DOĞRULUKLA YÜCEL

2024-01-10

DOĞRULUKLA YÜCEL
Yıllar önce beğenip ezberlediğim, Mevlana Celalettin’i Rumi’nin yalan ve doğruluk konusunu işleyen bir şiirini dilerseniz birlikte mısra, mısra okuyup düşünelim.
Doğru olsam ok gibi, yabana atarlar beni Eğri olsam yay gibi, elde tutarlar beni. Ne doğruda aç gördüm, ne eğride tok Eğri yay elde kalır, menzil alır doğru ok.

1.Mısra "Doğru olsam ok gibi yabana atarlar beni"

Nice gerçeği savunan ispat eden insanı diğer insanlar anlamadığı için onu öldürmek istemişlerdir.” Güneş balçıkla sıvanmaz” Örneğin bilimsel çalışmalarını ortaya koyan Sokrates,Pisagor, Bruno, Miguel, Roger’ın Çalışmaları sonradan kabul edilse de bir çok olumsuzluklarla itham edilerek öldürülmüşlerdi. İbni sina, nice eziyet görmüş, Galileo gibi bir çok bilim adamı da bilgilerini saklamak zorunda kalmışlar, yazdığı bilimsel gerçekler, ölümlerinden sonra meydana çıkarılmıştır.
Zamanında Allah’ın kitabı’nı, hak ve hakikati anlatan sevgili peygamberimizi de, savaşarak, zehirleyerek öldürmek istemişler, lakin Allah’ın izni ile ölümden korunabilmiştir.
Sınırsız özgürlük yerine, başkalarının sınırını aşmayan özgürlük ve hazmedilmeyecek eleştirici yerine, yapıcı eleştiri toplumu ileriye huzura götürecektir. Ama aklın yerini cahillik, hoş görünün yerini zorbalık, liyakatin yerini yetersizlik aldığı, akıl, ilim ve bilimin gelişmediği toplumlarda, insan haklarından bahsedilemez. İlk etapta liderler, yöneticiler ve mahkemeler adalet sahibi olmalı dır .
“Doğru yolda giden kaplumbağa, eğri yola giden yarış atını geçer”

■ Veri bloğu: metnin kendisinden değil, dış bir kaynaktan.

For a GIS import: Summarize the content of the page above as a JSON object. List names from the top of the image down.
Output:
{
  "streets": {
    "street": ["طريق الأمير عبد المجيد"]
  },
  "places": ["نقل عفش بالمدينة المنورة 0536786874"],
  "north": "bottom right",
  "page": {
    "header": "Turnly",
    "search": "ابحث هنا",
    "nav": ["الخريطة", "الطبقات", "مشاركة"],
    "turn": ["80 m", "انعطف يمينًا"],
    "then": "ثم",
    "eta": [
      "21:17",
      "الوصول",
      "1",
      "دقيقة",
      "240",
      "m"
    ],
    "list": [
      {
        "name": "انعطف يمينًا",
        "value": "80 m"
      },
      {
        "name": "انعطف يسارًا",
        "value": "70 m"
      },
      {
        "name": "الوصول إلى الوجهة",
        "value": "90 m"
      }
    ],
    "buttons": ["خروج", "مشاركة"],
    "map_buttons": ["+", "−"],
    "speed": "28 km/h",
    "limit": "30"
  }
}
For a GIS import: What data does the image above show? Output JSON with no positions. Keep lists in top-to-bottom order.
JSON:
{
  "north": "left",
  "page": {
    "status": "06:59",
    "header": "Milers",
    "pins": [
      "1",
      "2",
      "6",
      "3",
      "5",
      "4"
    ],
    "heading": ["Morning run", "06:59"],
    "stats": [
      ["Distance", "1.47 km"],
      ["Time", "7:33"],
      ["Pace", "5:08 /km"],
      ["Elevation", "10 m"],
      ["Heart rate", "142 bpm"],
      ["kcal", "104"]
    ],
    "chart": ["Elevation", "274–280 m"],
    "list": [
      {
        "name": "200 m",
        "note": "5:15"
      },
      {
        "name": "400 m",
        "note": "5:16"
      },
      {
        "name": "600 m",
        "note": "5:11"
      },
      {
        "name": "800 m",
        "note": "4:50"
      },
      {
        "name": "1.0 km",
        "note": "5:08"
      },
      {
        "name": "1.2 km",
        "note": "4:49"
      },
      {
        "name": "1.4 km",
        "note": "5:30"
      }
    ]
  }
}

  1. Mısra"Eğri olsam yay gibi, elde tutarlar beni" Bazı insanların, nefsine hoş gelecek yalan söz, zararlarına da olsa yapar, onaylayanlardan da memnun olurlar. Örneğin: Nefsinin esiri olan, dindar olan birene, nefsinin hoşuna giden ama inancına aykırı bir iş yaptığında, “Bunun günahı olmaz devam et” denildiğinde, sevinçten göklere uçar, onaylandığı için, Eğer yapılan işin yanlış olduğunu söyleyen olursa, kıyameti koparır hayatı harap ederler. O nedenle nefsimize değil, aklımıza ve doğru inanca hoş gelene meyledelim. Yalanla ilgili birkaç güzel söze bakalım.
    Yalancının mumu, yatsıya kadar. (atasözü)
    “Münafığın alameti üçtür: Konuştuğunda yalan söyler, kendinse bir şey emanet edildiğinde ihanet eder, söz verdiği zaman sözünde durmaz”(H.Ş.)
    ““Müslüman yalan söylemez, yalan söyleyenler bile, yalancıları sevmezler” (Deyim)

  2. Mısra: “Ne doğruda aç gördüm, ne eğride tok”
    Doğru söyleyeni dokuz köyden kovarlar diye bir deyim vardır. Bu deyim gerçeği kabul etmenin, insana ne kadar ağır geldiğini vurgularlar. Halbuki doğru söylenince beşi inanmazsa üçü inanabilir. Bu düşünce “Doğru söylersem, ekmeğimden aşımdan olurum, bana inanmazlar zannını taşıyan, aciz insanlar içindir. Hedefine ulaşmak isteyen güçlü kişilik sahipleri, böyle bir aczi göstermezler.
    Unutmayalım ki yalancı sahtekar insanlar, toplum içinde sevilmediği gibi, itibarda kaybederler. Doğrular hep kazanır, yalana sapanlar ise hep kaybederler. O nedenle eğride de tok Doğruda aç görmeyiz.

    1. Mısra: “Eğri yay elde kalır, menzil alır doğru ok”
      Kötülükler geride, iyilikler ileride olur her zaman, çünkü iyilikler hakkın yolu kötülüklerse asilerin yoludur. Allah insana akıl, anlayış vermiş, iyiyi kötüden, doğruyu yanlıştan ayırtsın, anlasın, kendini Rabbini bilsin, doğru işler yapıp, çevresine güzel örnek olsun diye. İyilikler insanın için ferahlandırırken kötülükler insanın için karartır. Eğri olan yanlış olan hep kaybeder, doğru olan kazanır.
      Yüce Allah! Cümlenizi dürüst insanlar arasına katsın doğru inanca sahip olanlarla beraber eylesin inşallah.